__Assignment__: From the following material, say how many lines have "display" in them; write only the number.

■ ■ ■ ■

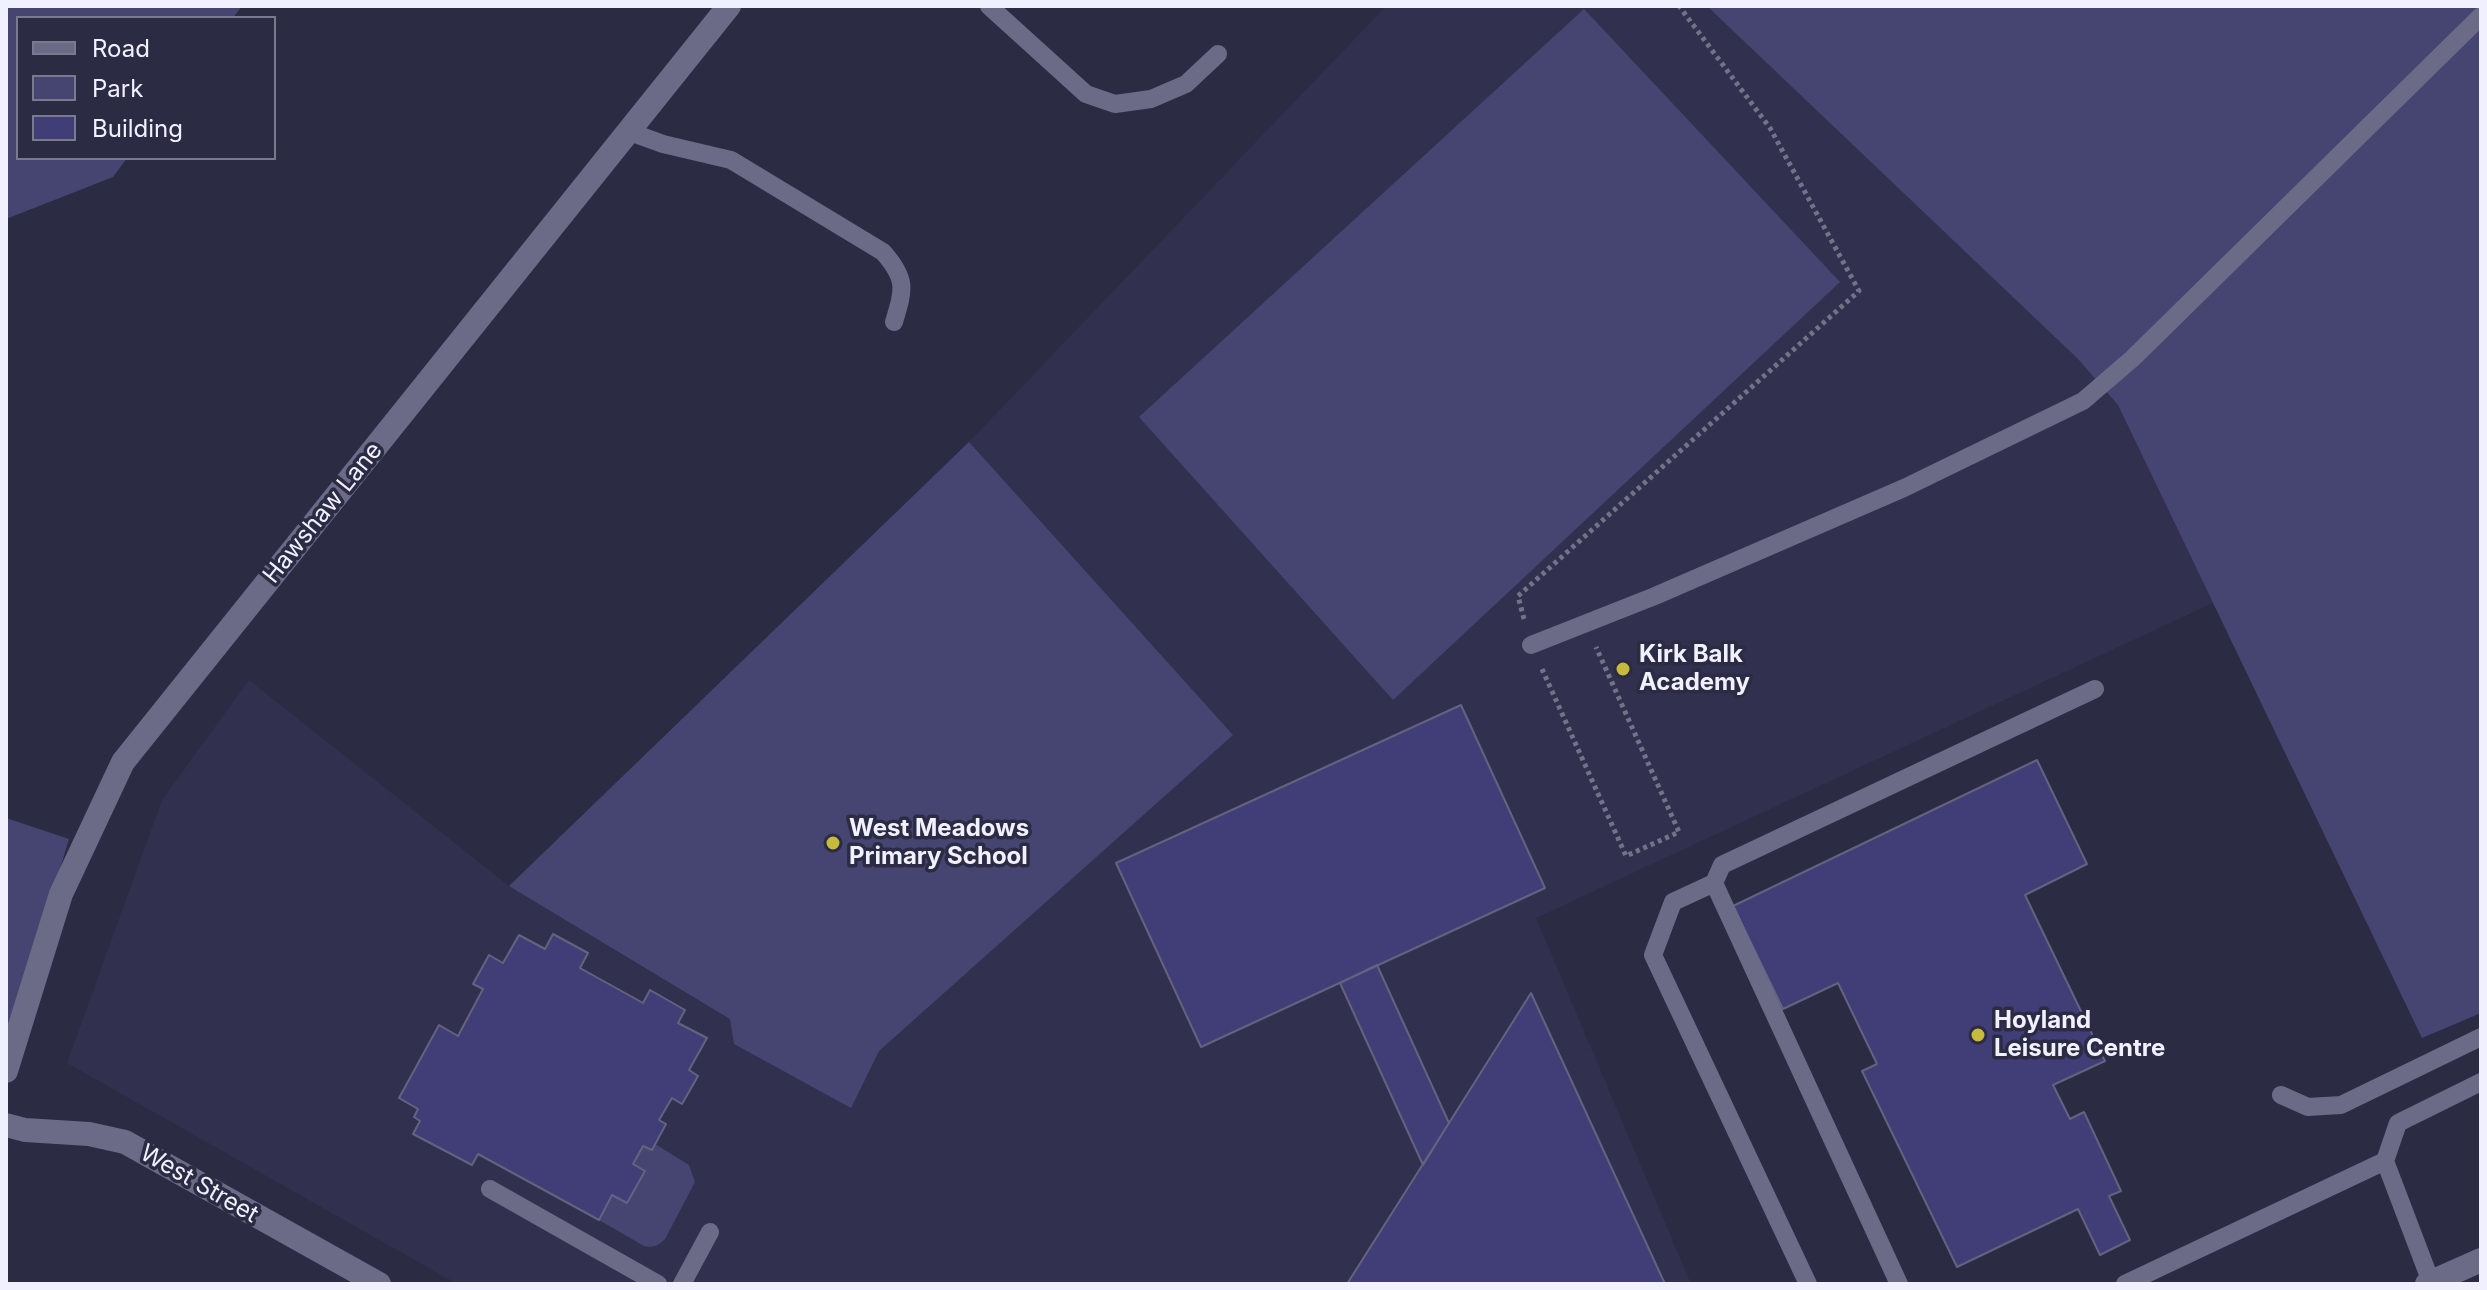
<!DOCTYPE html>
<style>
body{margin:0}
#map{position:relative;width:2487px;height:1290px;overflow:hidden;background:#2b2b43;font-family:Inter,sans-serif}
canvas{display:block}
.frame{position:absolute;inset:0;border:8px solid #f0f0fe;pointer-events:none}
.legend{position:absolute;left:16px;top:16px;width:260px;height:144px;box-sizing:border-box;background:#2b2b43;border:2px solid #7a7a8e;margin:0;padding:10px 14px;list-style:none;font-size:24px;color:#f0f0fe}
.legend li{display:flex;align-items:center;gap:16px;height:40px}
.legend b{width:40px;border:2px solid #7a7a8e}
</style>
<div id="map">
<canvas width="2487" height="1290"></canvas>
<div class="frame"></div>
<ul class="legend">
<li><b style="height:10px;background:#6b6b88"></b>Road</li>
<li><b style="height:22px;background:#464571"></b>Park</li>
<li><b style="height:22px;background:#413d77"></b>Building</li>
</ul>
</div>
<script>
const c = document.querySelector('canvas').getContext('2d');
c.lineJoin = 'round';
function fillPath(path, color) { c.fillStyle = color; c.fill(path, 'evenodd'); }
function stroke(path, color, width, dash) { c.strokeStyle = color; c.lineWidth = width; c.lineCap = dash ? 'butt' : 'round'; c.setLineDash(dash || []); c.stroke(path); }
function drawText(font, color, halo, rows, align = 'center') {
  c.font = font + ' Inter,sans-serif'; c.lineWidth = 7; c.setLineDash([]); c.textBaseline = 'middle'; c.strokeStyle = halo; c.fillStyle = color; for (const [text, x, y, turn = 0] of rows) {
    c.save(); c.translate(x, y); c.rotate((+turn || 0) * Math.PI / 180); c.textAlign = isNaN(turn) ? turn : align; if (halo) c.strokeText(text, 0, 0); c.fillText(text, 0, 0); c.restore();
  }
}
fillPath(new Path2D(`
 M1386,6H1707L2078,359L2118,405L2213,603L1536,918L1691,1284H457L67,1063L162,800L249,680L509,886L969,442Z`), '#31304f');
fillPath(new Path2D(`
 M6,6H242L233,18H18V158H127L113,177L6,219Z
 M1707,6H2481V1013L2422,1038L2118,405L2078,359Z
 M1584,9L1840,282L1393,700L1139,417Z
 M969,442L1233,735L879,1051L851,1108L734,1044L730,1019L509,886Z
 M6,818L69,839L6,1048Z
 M655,1144L689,1165L695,1182L665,1239C658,1246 654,1248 644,1246L599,1220L612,1195L627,1203L644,1171L633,1164L643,1146L651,1150Z`), '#464571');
const building = new Path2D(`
 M1461,705L1545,888L1201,1047L1116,863Z
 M2037,760L2087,864L2025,895L2105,1061L2053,1085L2070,1119L2084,1112L2121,1191L2109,1196L2130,1240L2100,1255L2078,1209L1957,1267L1862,1071L1877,1064L1838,983L1783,1009L1733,906Z
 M553,934L588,953L580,968L643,1003L650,990L685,1010L678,1023L707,1038L689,1070L698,1076L682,1104L672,1098L659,1120L666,1124L652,1150L643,1146L633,1164L645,1171L627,1203L612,1195L599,1220L478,1154L472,1165L413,1134L420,1121L414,1117L418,1109L399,1098L439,1025L458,1036L483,989L473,984L489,955L503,963L519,935L545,949Z
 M1377,965L1449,1123L1423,1165L1340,983Z
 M1531,993L1665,1284H1347L1449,1123Z`);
fillPath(building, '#413d77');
stroke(building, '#636380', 2);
stroke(new Path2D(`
 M1524,619L1518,596L1859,291L1770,128L1679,6
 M1542,669L1626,856L1679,832L1596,647`), '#737387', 5, [4, 4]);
stroke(new Path2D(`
 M989,6L1086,94L1115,104L1151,99L1186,84L1218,54
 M630,132L663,144L731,160L883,252C907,279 904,289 894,322
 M1531,645L1655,596L1904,488L2083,401L2133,358L2481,16
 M1714,883L1899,1284
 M2281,1095L2308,1107L2341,1105L2481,1037
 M490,1189L658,1284
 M2431,1282L2385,1161L2398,1123L2481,1082
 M682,1284L710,1232
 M1808,1284L1653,955L1673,902L1714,883L1722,865L2095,689
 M2125,1284L2385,1161`), '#6b6b88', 18);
stroke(new Path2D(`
 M6,1125L25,1130L89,1134L125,1142L379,1284`), '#6b6b88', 24);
stroke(new Path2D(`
 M6,1071L61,894L123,762L729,6
 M2427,1284L2481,1260`), '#6b6b88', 24);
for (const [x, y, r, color] of [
 [1623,669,8,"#c6bb3c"],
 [833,843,8,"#c6bb3c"],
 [1978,1035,8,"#c6bb3c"]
]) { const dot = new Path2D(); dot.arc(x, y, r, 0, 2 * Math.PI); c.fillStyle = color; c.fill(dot); stroke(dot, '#2b2b43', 3); }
drawText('24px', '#f0f0fe', '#2b2b43', [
 ["Hawshaw Lane",323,513,-51],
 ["West Street",199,1184,30]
]);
drawText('bold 24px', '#f0f0fe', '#2b2b43', [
 ["Kirk Balk",1639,655],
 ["Academy",1639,683],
 ["West Meadows",849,829],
 ["Primary School",849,857],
 ["Hoyland",1994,1021],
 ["Leisure Centre",1994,1049]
], 'left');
</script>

■ ■ ■ ■

__Result below__: 2